## Records provided
═══

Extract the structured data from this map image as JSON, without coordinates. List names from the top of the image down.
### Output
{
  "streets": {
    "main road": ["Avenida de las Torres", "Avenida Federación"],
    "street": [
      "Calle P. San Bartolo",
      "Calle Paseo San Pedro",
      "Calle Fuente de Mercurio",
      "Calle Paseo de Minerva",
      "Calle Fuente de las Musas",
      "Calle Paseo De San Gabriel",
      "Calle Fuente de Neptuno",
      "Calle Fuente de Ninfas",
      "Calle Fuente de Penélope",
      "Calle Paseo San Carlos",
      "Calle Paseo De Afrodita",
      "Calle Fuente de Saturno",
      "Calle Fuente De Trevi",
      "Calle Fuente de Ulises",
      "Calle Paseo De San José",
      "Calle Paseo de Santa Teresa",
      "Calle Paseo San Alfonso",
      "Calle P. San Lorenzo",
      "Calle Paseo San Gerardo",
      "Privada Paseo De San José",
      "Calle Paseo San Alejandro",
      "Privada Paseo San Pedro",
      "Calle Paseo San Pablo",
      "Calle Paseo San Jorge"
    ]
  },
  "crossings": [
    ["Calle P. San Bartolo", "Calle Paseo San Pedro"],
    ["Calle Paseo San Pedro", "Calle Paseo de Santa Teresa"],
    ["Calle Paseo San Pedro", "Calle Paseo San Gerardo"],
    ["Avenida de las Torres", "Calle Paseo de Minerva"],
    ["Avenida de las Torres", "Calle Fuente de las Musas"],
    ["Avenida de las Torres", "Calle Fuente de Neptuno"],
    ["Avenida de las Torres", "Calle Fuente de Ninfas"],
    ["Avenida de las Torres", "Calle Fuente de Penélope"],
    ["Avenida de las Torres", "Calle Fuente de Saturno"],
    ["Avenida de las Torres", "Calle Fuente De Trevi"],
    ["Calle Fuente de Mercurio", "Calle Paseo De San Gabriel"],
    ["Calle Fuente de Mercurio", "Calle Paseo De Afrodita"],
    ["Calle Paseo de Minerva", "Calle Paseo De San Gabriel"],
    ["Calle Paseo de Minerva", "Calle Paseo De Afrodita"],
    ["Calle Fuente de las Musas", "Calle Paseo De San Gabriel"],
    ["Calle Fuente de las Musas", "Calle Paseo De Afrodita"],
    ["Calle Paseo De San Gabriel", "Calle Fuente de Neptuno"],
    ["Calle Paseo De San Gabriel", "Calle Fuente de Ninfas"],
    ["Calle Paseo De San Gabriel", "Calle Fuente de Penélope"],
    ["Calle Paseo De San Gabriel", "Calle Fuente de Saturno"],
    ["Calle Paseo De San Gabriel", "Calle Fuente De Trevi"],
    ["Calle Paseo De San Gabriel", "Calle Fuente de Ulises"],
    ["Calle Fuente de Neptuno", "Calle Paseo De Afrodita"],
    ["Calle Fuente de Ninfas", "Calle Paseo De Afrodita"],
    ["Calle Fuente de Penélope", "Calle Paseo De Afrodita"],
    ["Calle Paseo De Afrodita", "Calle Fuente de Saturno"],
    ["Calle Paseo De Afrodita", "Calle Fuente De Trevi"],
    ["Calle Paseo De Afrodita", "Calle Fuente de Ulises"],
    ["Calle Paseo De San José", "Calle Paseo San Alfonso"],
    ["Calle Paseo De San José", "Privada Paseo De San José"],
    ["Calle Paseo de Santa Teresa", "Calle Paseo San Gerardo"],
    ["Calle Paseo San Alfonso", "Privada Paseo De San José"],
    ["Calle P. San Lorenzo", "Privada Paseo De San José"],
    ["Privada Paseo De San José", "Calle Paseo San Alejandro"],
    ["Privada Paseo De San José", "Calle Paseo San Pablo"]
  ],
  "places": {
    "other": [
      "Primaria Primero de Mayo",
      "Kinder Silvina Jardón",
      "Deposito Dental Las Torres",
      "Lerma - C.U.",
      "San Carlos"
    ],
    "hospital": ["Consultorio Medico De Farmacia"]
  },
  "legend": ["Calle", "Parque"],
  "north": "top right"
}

═══

## Exercise requirements
All lines of the material that contain the string "Saturno" are to be copied.

## Your solution
      "Calle Fuente de Saturno",
    ["Avenida de las Torres", "Calle Fuente de Saturno"],
    ["Calle Paseo De San Gabriel", "Calle Fuente de Saturno"],
    ["Calle Paseo De Afrodita", "Calle Fuente de Saturno"],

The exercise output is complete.